Although Prostate Imaging Reporting and Data System, version 2 (PI-RADS v2), advises comparing signal of lesion on ADC map and high-b-value DW image with signal of normal tissue in same histologic zone, differentiation between mild-to-moderate and marked signal abnormality remains subjective, which in turn leads to potential variation in whether both lesion’s DWI score and overall PI-RADS assessment category is 3 or 4.
Biopsy revealed the presence of prostate adenocarcinoma Gleason score of 4 + 3.
Fig. 11: 57-year-old man with prostate-specific antigen level of 8,98 ng/mL and two prior negative prostate biopsies.
DWI shows an area in the left peripheral zone with marked hyperintensity for high-b-value (B = 1400s/mm2) (B) and marked hypointensity on ACD map (C) measuring 20 mm.

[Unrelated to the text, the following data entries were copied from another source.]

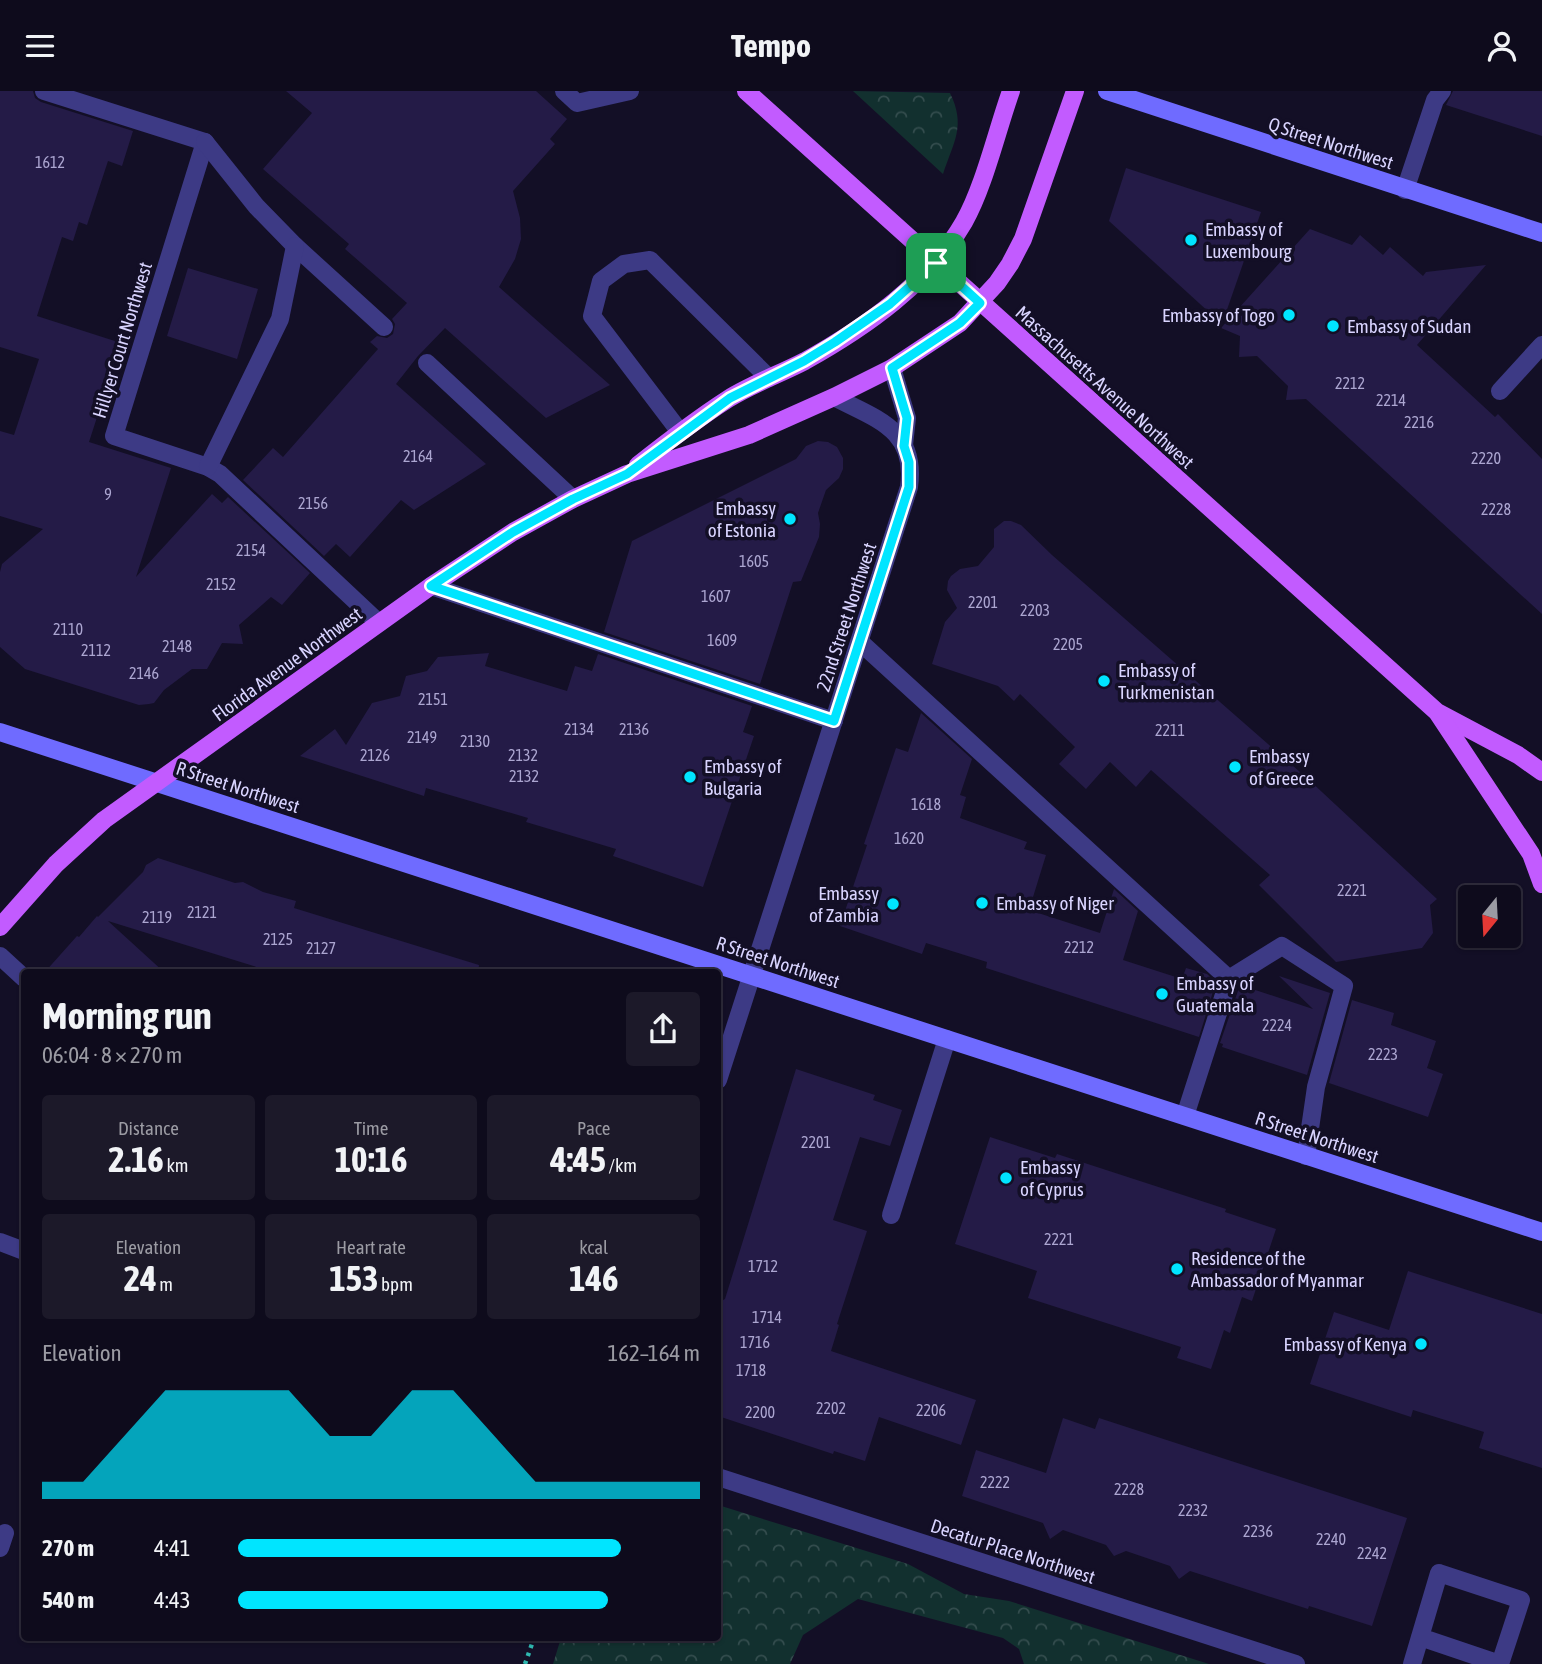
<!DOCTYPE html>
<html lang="en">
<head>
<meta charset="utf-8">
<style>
	:root { --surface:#0e0b1c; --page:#1c1929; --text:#f1f3f6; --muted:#9b9ba3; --line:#2e2b3b; --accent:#00e5ff }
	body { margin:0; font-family:"Asap Condensed",sans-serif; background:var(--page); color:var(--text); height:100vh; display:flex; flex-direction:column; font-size:26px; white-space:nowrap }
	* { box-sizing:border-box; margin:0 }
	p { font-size:23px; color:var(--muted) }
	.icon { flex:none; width:38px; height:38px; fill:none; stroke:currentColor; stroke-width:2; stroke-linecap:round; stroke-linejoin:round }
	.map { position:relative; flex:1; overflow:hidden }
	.side { position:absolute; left:21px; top:878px; width:700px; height:672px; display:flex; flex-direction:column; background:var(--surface); border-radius:7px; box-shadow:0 2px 5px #0004,0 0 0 2px var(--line) }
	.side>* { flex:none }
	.needle { width:46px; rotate:198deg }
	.fabs { position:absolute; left:1458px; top:794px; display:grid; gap:14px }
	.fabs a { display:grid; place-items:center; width:63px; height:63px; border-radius:7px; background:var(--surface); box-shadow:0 2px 5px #0004,0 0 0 2px var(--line); font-size:35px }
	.pin { position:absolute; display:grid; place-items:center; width:60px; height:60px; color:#fff; margin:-30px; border-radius:14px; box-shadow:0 4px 10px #0006 }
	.round { display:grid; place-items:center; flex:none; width:74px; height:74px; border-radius:7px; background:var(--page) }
	.summary { display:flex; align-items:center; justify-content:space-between; height:119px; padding:0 21px }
	h1 { font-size:38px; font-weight:700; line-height:52px }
	.figures { display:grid; grid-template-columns:repeat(3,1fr); gap:10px; height:119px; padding:7px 21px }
	.figures div { display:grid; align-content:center; border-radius:7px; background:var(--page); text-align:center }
	.figures b { font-size:35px; font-weight:700 }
	.figures small { font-size:19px; font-weight:400 }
	.figures p { font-size:19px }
	.chart { height:196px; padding:14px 21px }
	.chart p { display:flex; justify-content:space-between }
	.chart svg { width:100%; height:126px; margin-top:7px; fill:var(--accent); opacity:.7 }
	ul { padding:0 21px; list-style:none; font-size:23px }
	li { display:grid; grid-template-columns:112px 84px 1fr; align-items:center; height:52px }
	li i { height:18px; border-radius:9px; background:var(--accent) }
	header { display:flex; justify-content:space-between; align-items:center; height:91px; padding:0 21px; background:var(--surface); font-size:32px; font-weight:700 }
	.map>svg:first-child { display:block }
	.forest { fill:url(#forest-crowns) }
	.building { fill:#241b47 }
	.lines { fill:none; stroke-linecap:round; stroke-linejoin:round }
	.path { stroke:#2fb8b0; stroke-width:4.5; stroke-dasharray:3.5 5; stroke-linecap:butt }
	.service { stroke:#3d3a85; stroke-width:18 }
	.minor { stroke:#3d3a85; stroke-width:18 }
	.secondary { stroke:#6f6bff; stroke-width:18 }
	.primary { stroke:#c25bff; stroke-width:18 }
	.route-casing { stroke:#fff; stroke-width:14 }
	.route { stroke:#00e5ff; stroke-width:9 }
	.poi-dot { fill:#00e5ff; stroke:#130f26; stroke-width:2.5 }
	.labels { text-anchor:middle; stroke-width:7; stroke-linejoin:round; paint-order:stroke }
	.number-label { font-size:16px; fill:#aca6d1 }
	.street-label { font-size:19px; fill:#d9d4ff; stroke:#130f26 }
	.poi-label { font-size:19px; fill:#d9d4ff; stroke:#130f26; text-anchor:start }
</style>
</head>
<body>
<header><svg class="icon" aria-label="menu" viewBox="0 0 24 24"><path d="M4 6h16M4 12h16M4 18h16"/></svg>Tempo<svg class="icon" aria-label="person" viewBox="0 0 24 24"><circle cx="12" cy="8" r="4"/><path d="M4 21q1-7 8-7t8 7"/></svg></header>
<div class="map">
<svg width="1542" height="1573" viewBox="0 0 1542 1573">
	<defs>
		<pattern id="forest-crowns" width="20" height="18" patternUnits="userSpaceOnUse" patternTransform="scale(1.75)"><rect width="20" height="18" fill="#12302f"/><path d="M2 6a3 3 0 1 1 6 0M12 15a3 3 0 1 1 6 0" fill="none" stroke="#344d4e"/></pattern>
	</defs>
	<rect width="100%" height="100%" fill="#130f26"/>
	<g class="forest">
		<path d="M 853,0 L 950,2 C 966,35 954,50 943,83 Z"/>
		<path d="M 718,1414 L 908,1473 L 964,1503 L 1009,1510 L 1209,1573 L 1024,1573 L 1019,1558 L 1003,1547 L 858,1508 L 803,1544 L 790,1573 L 553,1573 L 561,1547 L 718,1547 Z"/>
	</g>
	<g class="building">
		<path d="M 0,0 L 33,0 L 35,7 L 41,11 L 133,40 L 122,75 L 108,70 L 87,134 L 79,131 L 73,150 L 62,146 L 37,225 L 121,252 L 89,351 L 171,377 L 136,486 L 212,403 L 222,412 L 228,406 L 310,482 L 282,514 L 271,506 L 239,534 L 243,553 L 222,552 L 207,578 L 192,578 L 164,599 L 154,612 L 149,613 L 139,614 L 25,578 L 0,556 L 0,481 L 2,473 L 43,438 L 0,425 L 0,340 L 14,344 L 39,268 L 0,256 Z"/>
		<path d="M 286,0 L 536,0 L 567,28 L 550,48 L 555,53 L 513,100 L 520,127 L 521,148 L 515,168 L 499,196 L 610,294 L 546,327 L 445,237 L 418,265 L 396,293 L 486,373 L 414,419 L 401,409 L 350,466 L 336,453 L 324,465 L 243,389 L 273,357 L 283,366 L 378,258 L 370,251 L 377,245 L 387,247 L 393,243 L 395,233 L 392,228 L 407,212 L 345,158 L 349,153 L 263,78 L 312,22 Z"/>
		<path d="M 1453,0 L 1542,0 L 1542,45 L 1446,14 Z"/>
		<path d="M 1126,77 L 1261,121 L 1222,233 L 1109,130 Z"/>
		<path d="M 1310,138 L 1352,154 L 1360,144 L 1383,164 L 1390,156 L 1423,185 L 1426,181 L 1486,174 L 1417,254 L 1495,326 L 1498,323 L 1542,368 L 1542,523 L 1306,308 L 1286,309 L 1288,295 L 1257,265 L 1239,266 L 1240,245 L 1221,237 Z"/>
		<path d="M 188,177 L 258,198 L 237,268 L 167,245 Z"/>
		<path d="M 818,350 L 828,351 L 837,356 L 843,367 L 843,378 L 839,387 L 826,399 L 818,422 L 820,433 L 819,446 L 801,490 L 793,491 L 760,593 L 604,541 L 632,450 L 796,368 L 806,355 Z"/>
		<path d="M 1004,430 L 1011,430 L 1021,434 L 1052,464 L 1308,688 L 1437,808 L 1430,814 L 1433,842 L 1422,857 L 1336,871 L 1259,794 L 1270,784 L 1151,679 L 1136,696 L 1110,671 L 1086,698 L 1059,673 L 1075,656 L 1020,603 L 1014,610 L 998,595 L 932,573 L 945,531 L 957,517 L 947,499 L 948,490 L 951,485 L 960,478 L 978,475 L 994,456 L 994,438 Z"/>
		<path d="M 489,562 L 485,575 L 567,600 L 575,575 L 592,580 L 598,563 L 752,615 L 743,641 L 754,645 L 703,796 L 613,765 L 616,758 L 526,731 L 528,727 L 426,697 L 424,705 L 300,665 L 335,638 L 346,654 L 372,612 L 400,605 L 406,585 L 427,580 L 438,566 Z"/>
		<path d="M 921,622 L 972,668 L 960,704 L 966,706 L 960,727 L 1027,751 L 1024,758 L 1046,764 L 1029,819 L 1100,842 L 1114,798 L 1138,820 L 1123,869 L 1182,888 L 1186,877 L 1207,883 L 1216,891 L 1199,946 L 986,877 L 987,871 L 926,852 L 922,863 L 840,835 L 867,754 L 864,753 L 896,657 L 908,661 Z"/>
		<path d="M 158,767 L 235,792 L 243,791 L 263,801 L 296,810 L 294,817 L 479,874 L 478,882 L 276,882 L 108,830 L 165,882 L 44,882 L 77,845 L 79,846 L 97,825 L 98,826 L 143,781 L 146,774 Z"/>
		<path d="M 1279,885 L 1330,902 L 1307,984 L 1222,956 L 1223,953 L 1220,952 L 1240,894 L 1313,918 Z"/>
		<path d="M 1352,909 L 1394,922 L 1391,934 L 1436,950 L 1427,977 L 1443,983 L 1428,1026 L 1329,992 Z"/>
		<path d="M 796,978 L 875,1004 L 873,1009 L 902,1019 L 890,1055 L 860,1046 L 833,1129 L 867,1140 L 837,1233 L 839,1234 L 831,1260 L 976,1309 L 961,1354 L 879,1326 L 865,1370 L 834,1360 L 833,1363 L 718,1325 L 718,1212 L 725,1208 Z"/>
		<path d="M 990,1046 L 1055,1067 L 1057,1063 L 1226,1118 L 1225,1121 L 1276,1138 L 1252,1210 L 1242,1206 L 1230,1242 L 1224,1239 L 1211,1278 L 1177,1267 L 1181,1256 L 1028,1207 L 1037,1180 L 955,1153 Z"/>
		<path d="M 1408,1180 L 1542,1223 L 1542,1377 L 1479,1357 L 1484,1341 L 1413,1319 L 1411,1326 L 1310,1293 L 1334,1221 L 1389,1239 Z"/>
		<path d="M 1063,1327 L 1095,1338 L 1099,1327 L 1407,1427 L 1372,1535 L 1309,1515 L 1308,1518 L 1190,1480 L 1179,1488 L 1170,1475 L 1126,1460 L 1114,1465 L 1106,1454 L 1063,1439 L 1050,1448 L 1043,1432 L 962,1405 L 976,1359 L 1046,1382 Z"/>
	</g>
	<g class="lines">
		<path class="path" d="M 525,1573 L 534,1547"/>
		<g class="service">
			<path d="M 44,0 L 205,51 L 114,345 L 208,376 L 220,383 L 379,532"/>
			<path d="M 564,0 L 577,12 L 630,0"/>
			<path d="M 205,51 L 256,115 L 295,155 L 384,236"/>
			<path d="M 1405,99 L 1435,9 L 1442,0"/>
			<path d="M 427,272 L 573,408"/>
			<path d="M 1500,300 L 1542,254"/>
			<path d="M 680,341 L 592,225 L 601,190 L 624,173 L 650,169 L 769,287"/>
			<path d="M 208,376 L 280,228 L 295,155"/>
			<path d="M 431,495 L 834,630"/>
			<path d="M 860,551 L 1229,888 L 1185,1025"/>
			<path d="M 0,865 L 24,887"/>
			<path d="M 1229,888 L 1282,855 L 1344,895 L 1316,996 L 1306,1065"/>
			<path d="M 891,1124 L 947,948"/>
			<path d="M 0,1457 L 5,1442"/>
			<path d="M 1412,1573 L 1439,1482 L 1521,1509 L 1500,1573 L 1420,1546"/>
		</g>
		<g class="minor">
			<path d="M 892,277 L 907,327 L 904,354"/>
			<path d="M 718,989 L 909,396 C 917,338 876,328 834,306"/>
			<path d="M 0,1151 L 24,1160"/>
			<path d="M 718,1386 L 1296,1573"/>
		</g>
		<g class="secondary">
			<path d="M 1107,0 L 1542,142"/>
			<path d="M 0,641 L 1542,1141"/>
		</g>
		<g class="primary">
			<path d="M 746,0 L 1437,621 L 1518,664 L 1542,681"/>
			<path d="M 638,374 C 667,351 697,328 728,308 C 752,293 780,283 805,270 C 866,236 929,192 964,131 C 984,96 997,39 1011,0"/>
			<path d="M 1439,624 L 1531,763 L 1542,793"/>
			<path d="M 0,836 L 56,773 L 104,729 L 431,495 L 513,441 L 573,408 L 627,383 L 749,344 L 834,306 L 892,277 L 960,232 L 997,192 L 1010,173 L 1023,148 L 1075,0"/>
		</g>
	</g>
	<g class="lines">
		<g class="route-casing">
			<path id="route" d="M 936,172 L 980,212 L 960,232 L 892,277 L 907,327 L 904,355 L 909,371 L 909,396 L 834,630 L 431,495 L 513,441 L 573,408 L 627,383 L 730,307 L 804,270 L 835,251 L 890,213 Z"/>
		</g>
		<use href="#route" class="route"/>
	</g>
	<g class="poi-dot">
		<circle cx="1191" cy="149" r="7"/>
		<circle cx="1289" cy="224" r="7"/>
		<circle cx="1333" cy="235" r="7"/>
		<circle cx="790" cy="428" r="7"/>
		<circle cx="1104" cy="590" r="7"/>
		<circle cx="1235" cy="676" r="7"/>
		<circle cx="690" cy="686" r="7"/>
		<circle cx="982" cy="812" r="7"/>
		<circle cx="893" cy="813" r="7"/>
		<circle cx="1162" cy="903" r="7"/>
		<circle cx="1006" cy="1087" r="7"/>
		<circle cx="1177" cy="1178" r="7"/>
		<circle cx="1421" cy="1253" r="7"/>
	</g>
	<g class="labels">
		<g class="number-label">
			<text x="50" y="77">1612</text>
			<text x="1350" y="298">2212</text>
			<text x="1391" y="315">2214</text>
			<text x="1419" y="337">2216</text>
			<text x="418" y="371">2164</text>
			<text x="1486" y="373">2220</text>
			<text x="108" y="409">9</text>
			<text x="313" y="418">2156</text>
			<text x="1496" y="424">2228</text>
			<text x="251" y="465">2154</text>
			<text x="754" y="476">1605</text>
			<text x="221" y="499">2152</text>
			<text x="716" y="511">1607</text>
			<text x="983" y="517">2201</text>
			<text x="1035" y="525">2203</text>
			<text x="68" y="544">2110</text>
			<text x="722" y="555">1609</text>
			<text x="1068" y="559">2205</text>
			<text x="177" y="561">2148</text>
			<text x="96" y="565">2112</text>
			<text x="144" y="588">2146</text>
			<text x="433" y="614">2151</text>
			<text x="579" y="644">2134</text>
			<text x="634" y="644">2136</text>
			<text x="1170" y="645">2211</text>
			<text x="422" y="652">2149</text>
			<text x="475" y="656">2130</text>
			<text x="375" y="670">2126</text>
			<text x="523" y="670">2132</text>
			<text x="524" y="691">2132</text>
			<text x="926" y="719">1618</text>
			<text x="909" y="753">1620</text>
			<text x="1352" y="805">2221</text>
			<text x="202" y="827">2121</text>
			<text x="157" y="832">2119</text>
			<text x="278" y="854">2125</text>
			<text x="1079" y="862">2212</text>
			<text x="321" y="863">2127</text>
			<text x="1277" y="940">2224</text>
			<text x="1383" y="969">2223</text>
			<text x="816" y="1057">2201</text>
			<text x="1059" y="1154">2221</text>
			<text x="763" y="1181">1712</text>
			<text x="767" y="1232">1714</text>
			<text x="755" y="1257">1716</text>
			<text x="751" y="1285">1718</text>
			<text x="831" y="1323">2202</text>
			<text x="931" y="1325">2206</text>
			<text x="760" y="1327">2200</text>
			<text x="995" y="1397">2222</text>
			<text x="1129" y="1404">2228</text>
			<text x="1193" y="1425">2232</text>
			<text x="1258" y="1446">2236</text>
			<text x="1331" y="1454">2240</text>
			<text x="1372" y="1468">2242</text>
		</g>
		<g class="street-label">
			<text transform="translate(1331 52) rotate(18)" y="7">Q Street Northwest</text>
			<text transform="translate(122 249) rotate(-73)" y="7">Hillyer Court Northwest</text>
			<text transform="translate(1105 296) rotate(42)" y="7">Massachusetts Avenue Northwest</text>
			<text transform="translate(846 526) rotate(-72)" y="7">22nd Street Northwest</text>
			<text transform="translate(287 573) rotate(-36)" y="7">Florida Avenue Northwest</text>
			<text transform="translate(238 696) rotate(18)" y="7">R Street Northwest</text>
			<text transform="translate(778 871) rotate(18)" y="7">R Street Northwest</text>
			<text transform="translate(1317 1046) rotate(18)" y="7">R Street Northwest</text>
			<text transform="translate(1013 1460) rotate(18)" y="7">Decatur Place Northwest</text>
		</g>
		<g class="poi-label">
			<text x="1205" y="145">Embassy of<tspan x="1205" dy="22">Luxembourg</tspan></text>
			<text x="1275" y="231" text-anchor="end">Embassy of Togo</text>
			<text x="1347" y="242">Embassy of Sudan</text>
			<text x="776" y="424" text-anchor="end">Embassy<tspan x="776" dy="22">of Estonia</tspan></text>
			<text x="1118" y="586">Embassy of<tspan x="1118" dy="22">Turkmenistan</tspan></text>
			<text x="1249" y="672">Embassy<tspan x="1249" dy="22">of Greece</tspan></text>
			<text x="704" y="682">Embassy of<tspan x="704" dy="22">Bulgaria</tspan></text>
			<text x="879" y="809" text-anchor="end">Embassy<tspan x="879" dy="22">of Zambia</tspan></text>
			<text x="996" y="819">Embassy of Niger</text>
			<text x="1176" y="899">Embassy of<tspan x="1176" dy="22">Guatemala</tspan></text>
			<text x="1020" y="1083">Embassy<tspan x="1020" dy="22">of Cyprus</tspan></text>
			<text x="1191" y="1174">Residence of the<tspan x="1191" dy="22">Ambassador of Myanmar</tspan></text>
			<text x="1407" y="1260" text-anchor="end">Embassy of Kenya</text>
		</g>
	</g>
</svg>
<div class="fabs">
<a><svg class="needle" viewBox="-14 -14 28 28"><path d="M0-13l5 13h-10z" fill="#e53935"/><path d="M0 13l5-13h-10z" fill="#9b9ba3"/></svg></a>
</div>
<div class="pin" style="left:936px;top:172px;background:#1e9e55"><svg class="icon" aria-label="arrive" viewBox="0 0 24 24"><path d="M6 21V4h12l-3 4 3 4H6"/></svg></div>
<section class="side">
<div class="summary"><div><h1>Morning run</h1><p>06:04 · 8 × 270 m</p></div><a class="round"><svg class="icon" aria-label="share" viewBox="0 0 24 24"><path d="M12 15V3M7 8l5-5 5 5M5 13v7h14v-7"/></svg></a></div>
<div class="figures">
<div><p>Distance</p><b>2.16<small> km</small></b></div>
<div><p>Time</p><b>10:16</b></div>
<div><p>Pace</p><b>4:45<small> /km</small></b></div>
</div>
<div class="figures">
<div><p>Elevation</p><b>24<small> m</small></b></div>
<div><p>Heart rate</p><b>153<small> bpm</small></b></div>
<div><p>kcal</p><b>146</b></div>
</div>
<div class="chart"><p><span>Elevation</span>162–164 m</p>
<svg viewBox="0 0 160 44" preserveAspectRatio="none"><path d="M0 44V38L10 38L20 22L30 6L40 6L50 6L60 6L70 22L80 22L90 6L100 6L110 22L120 38L130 38L140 38L150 38L160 38V44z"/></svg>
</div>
<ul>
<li><b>270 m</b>4:41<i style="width:83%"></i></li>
<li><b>540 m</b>4:43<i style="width:80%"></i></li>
</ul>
</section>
</div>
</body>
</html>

Coronal (C) and axial (D) T2-weighted MR images show an area of decreased T2 signal (arrow) that occupies most of the left lobe and extends to the right lobe (C) and with extraprostatic extension (C).
DCE was positive, as demonstrated with subtraction (E) but not relevant for the final PI-RADS.
The patient underwent a radical prostatectomy that reveled the presence of a prostate adenocarcinoma Gleason 3 + 4, in the left lobe, with extraprostatic extension, without involvement of the seminal vesicles. T3aN0.